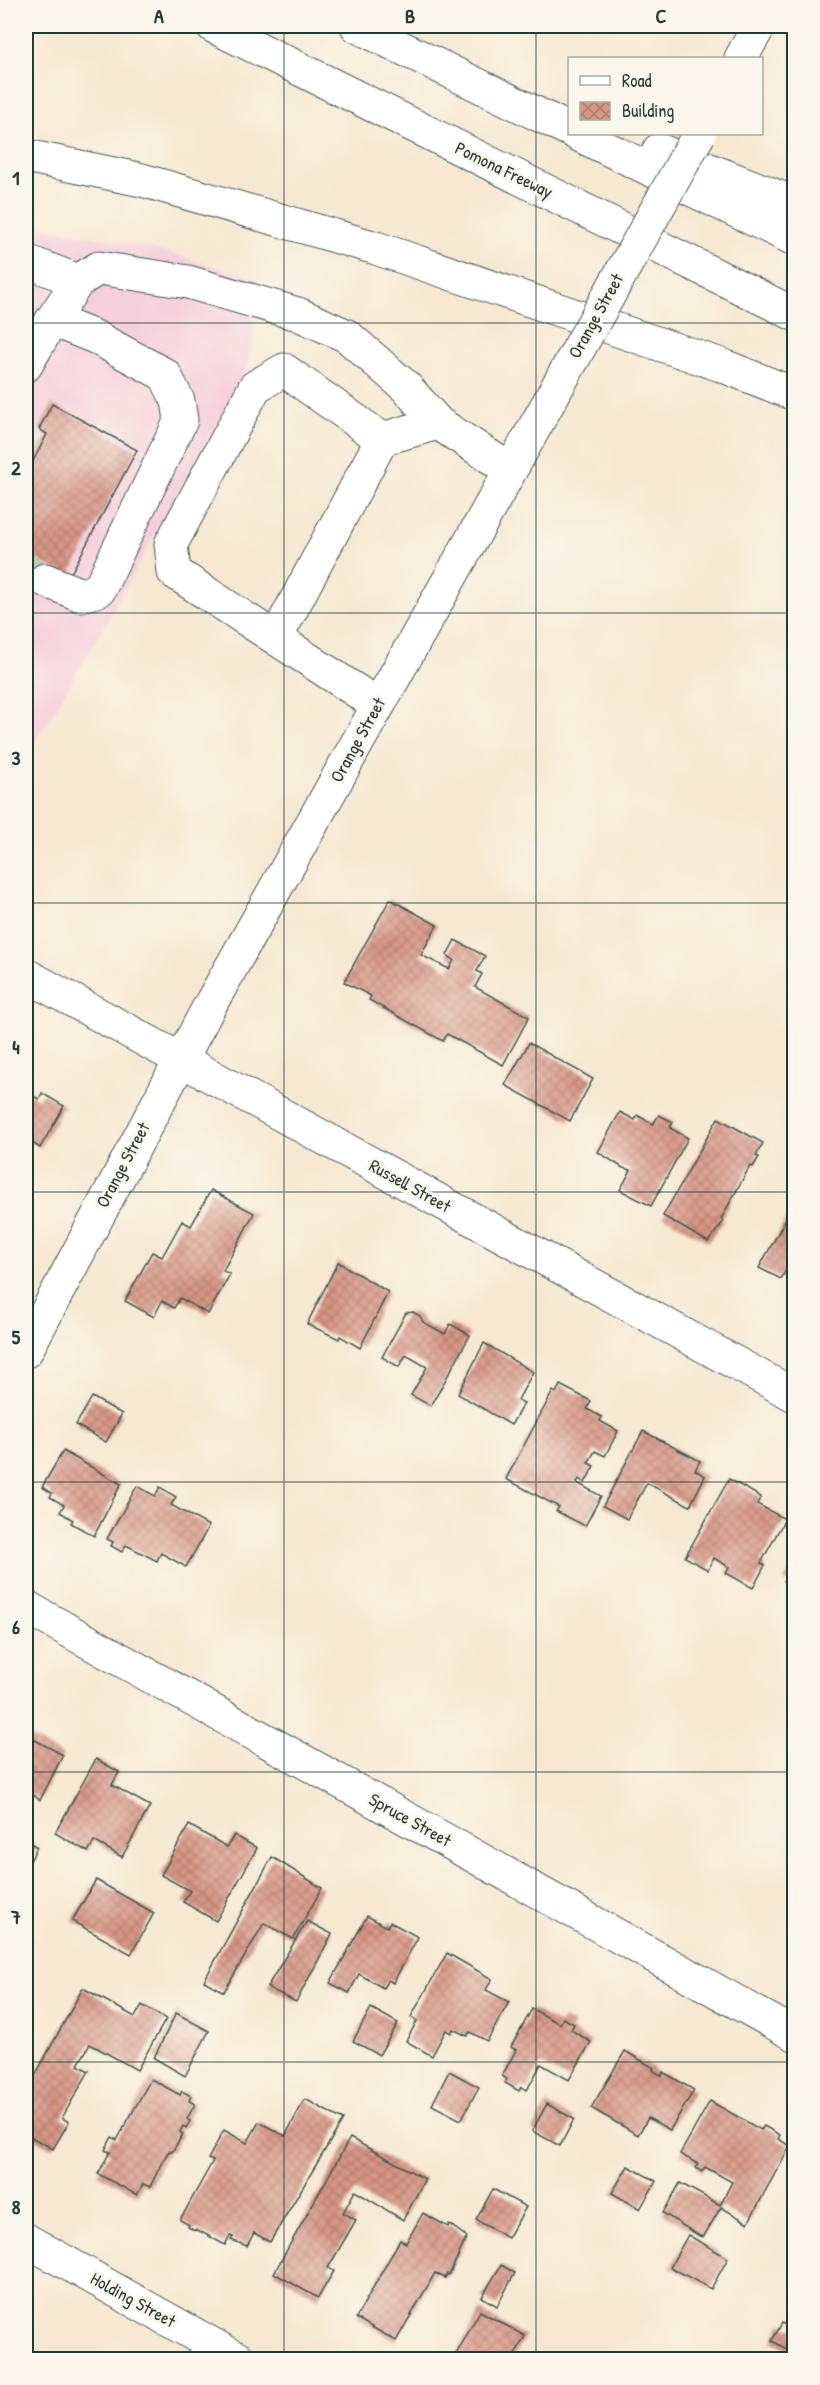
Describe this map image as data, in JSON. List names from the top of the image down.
{
  "streets": {
    "main road": [
      "Pomona Freeway",
      "Orange Street",
      "Russell Street",
      "Spruce Street",
      "Holding Street"
    ]
  },
  "crossings": [
    ["Orange Street", "Russell Street"]
  ],
  "legend": ["Road", "Building"],
  "grid": {
    "columns": ["A", "B", "C"],
    "rows": [
      "1",
      "2",
      "3",
      "4",
      "5",
      "6",
      "7",
      "8"
    ]
  }
}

_ _ _ _

A verbatim transcript of the material above, with images dropped, is the expected output.

Describe this map image as data, in JSON. List names from the top of the image down.
{
  "streets": {
    "main road": [
      "Pomona Freeway",
      "Orange Street",
      "Russell Street",
      "Spruce Street",
      "Holding Street"
    ]
  },
  "crossings": [
    ["Orange Street", "Russell Street"]
  ],
  "legend": ["Road", "Building"],
  "grid": {
    "columns": ["A", "B", "C"],
    "rows": [
      "1",
      "2",
      "3",
      "4",
      "5",
      "6",
      "7",
      "8"
    ]
  }
}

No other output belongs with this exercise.